The most extensive network of bus routes is that of Willer Express, covering the area from Matsuyama in the south to Aomori in the north. There are also local bus companies operating within one region or island, such as Sun Q in Kyushu. As a rule, all major bus carriers offer travel passes to their regular customers - for example, you can buy a Willer Express Pass for three (10,000 yen), four (12,000 yen) and five days (14,000 yen).

If you have a choice between train and bus, it is better to choose the train - it will usually be faster and significantly cheaper.

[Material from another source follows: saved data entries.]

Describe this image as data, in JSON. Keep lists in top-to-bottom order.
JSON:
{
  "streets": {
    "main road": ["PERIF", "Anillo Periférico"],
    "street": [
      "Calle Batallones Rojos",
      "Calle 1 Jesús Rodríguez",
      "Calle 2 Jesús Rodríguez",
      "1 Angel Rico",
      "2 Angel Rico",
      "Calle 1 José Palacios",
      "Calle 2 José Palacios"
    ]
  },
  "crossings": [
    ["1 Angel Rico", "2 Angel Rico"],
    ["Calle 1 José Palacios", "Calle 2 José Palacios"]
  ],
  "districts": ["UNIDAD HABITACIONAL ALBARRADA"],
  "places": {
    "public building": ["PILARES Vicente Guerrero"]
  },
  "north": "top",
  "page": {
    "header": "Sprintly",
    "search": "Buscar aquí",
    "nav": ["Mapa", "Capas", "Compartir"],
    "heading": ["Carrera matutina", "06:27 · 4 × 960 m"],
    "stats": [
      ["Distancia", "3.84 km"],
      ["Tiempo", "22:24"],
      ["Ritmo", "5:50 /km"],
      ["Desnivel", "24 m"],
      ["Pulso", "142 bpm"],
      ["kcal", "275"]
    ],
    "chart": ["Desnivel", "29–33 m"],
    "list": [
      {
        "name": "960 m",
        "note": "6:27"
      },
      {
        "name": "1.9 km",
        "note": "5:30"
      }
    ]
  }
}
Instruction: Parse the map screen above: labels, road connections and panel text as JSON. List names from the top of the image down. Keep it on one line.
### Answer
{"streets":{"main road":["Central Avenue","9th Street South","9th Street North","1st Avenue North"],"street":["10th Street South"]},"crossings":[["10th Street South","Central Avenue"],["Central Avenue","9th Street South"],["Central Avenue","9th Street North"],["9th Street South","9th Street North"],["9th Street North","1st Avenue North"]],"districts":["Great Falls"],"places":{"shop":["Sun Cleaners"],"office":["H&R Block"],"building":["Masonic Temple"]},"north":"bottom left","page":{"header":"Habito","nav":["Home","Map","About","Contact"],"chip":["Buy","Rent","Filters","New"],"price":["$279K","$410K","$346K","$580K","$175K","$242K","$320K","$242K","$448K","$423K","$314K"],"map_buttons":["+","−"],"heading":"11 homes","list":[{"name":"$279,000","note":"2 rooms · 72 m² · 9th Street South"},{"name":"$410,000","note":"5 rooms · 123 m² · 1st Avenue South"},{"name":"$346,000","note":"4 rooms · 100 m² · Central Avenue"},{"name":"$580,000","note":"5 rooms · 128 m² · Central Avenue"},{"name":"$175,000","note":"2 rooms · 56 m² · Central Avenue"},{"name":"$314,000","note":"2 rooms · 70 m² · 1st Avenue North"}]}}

Buses in Japan are relatively expensive - for example, an hour's trip from Takayama to Shirakawa-go costs about 2,000 yen, and an hour and a half from Gotemba to Lake Kawaguchiko costs one and a half thousand.

Aircraft

Aircraft in the country operate local and international flights. The largest airports in Japan are in Tokyo and Osaka. Seventeen years ago, the cost of air travel was controlled by the state. In 2000, private air carriers received the right to set tariffs. In most cases, all fees are included in the ticket price. Local flights are operated by JAS, ANA and JAL.

The main contingent of local flights are businessmen, for whom travel time is a priority. The cost of traveling by plane in Japan is only ten percent higher than the price of train tickets. The government is actively involved in the development of transport infrastructure. The area of ​​existing airports is increasing, new terminals are being put into operation. The checkpoints of the country's leading air hubs are being modernized. Reconstruction of the complex in Narita is planned.

Sea communication

Traveling by water is an option for leisurely tourists. The shipping system serves all islands of the state. From Kobe (Japan) you can get to almost anywhere in the country. The most common type of sea vessels are ferries. They not only travel between remote landmasses, but also depart from Tokyo to Osaka and other coastal communities.

According to statistics, there are about 6,900 islands in Japan. The main sea gates are Kyushu and Hokkaido. The latter is a port city. Bridges, tunnels and ferries have been built where ferries cannot pass.

Passenger and cargo ships serve not only local destinations, but also international ones. They call at Russian cities and provide sea connections with South Korea, Taiwan and China. There are four classes of ferries:

  • special;
  • first;
  • the second with a bed;
  • the second without a berth.

In the first case, the passenger pays for the trip in a cabin with one or two beds. When sailing first class, he has the right to count on a shared room, which has several beds, but no more than four. Tourists traveling second class are accommodated in dormitory rooms with fourteen beds. When choosing the cheapest sea ticket in Japan, you will receive a tatami cabin. The room category selection service is available only to those customers who travel long distances.

Tickets for passenger ships are purchased at carriers' offices, berths and travel companies. You can get from Osaka to Beppu for 3,500 rubles. A ferry ticket from Tokyo to Tokushima will cost 4,000 rubles. The cost of the trip depends on the distance and the chosen category. A trip from Kobe (Japan) to Kitakshu costs only 2,500 rubles. Travel time is twelve hours.

The largest ferry operators in the country are Sunflower Ferry and Tokyo Ferry. The Eastern Dream ship runs from Japan to Vladivostok. It makes a stop at the port of South Korea, which lasts nine hours. The final destination is Sakaiminato, located in the province of Tottori.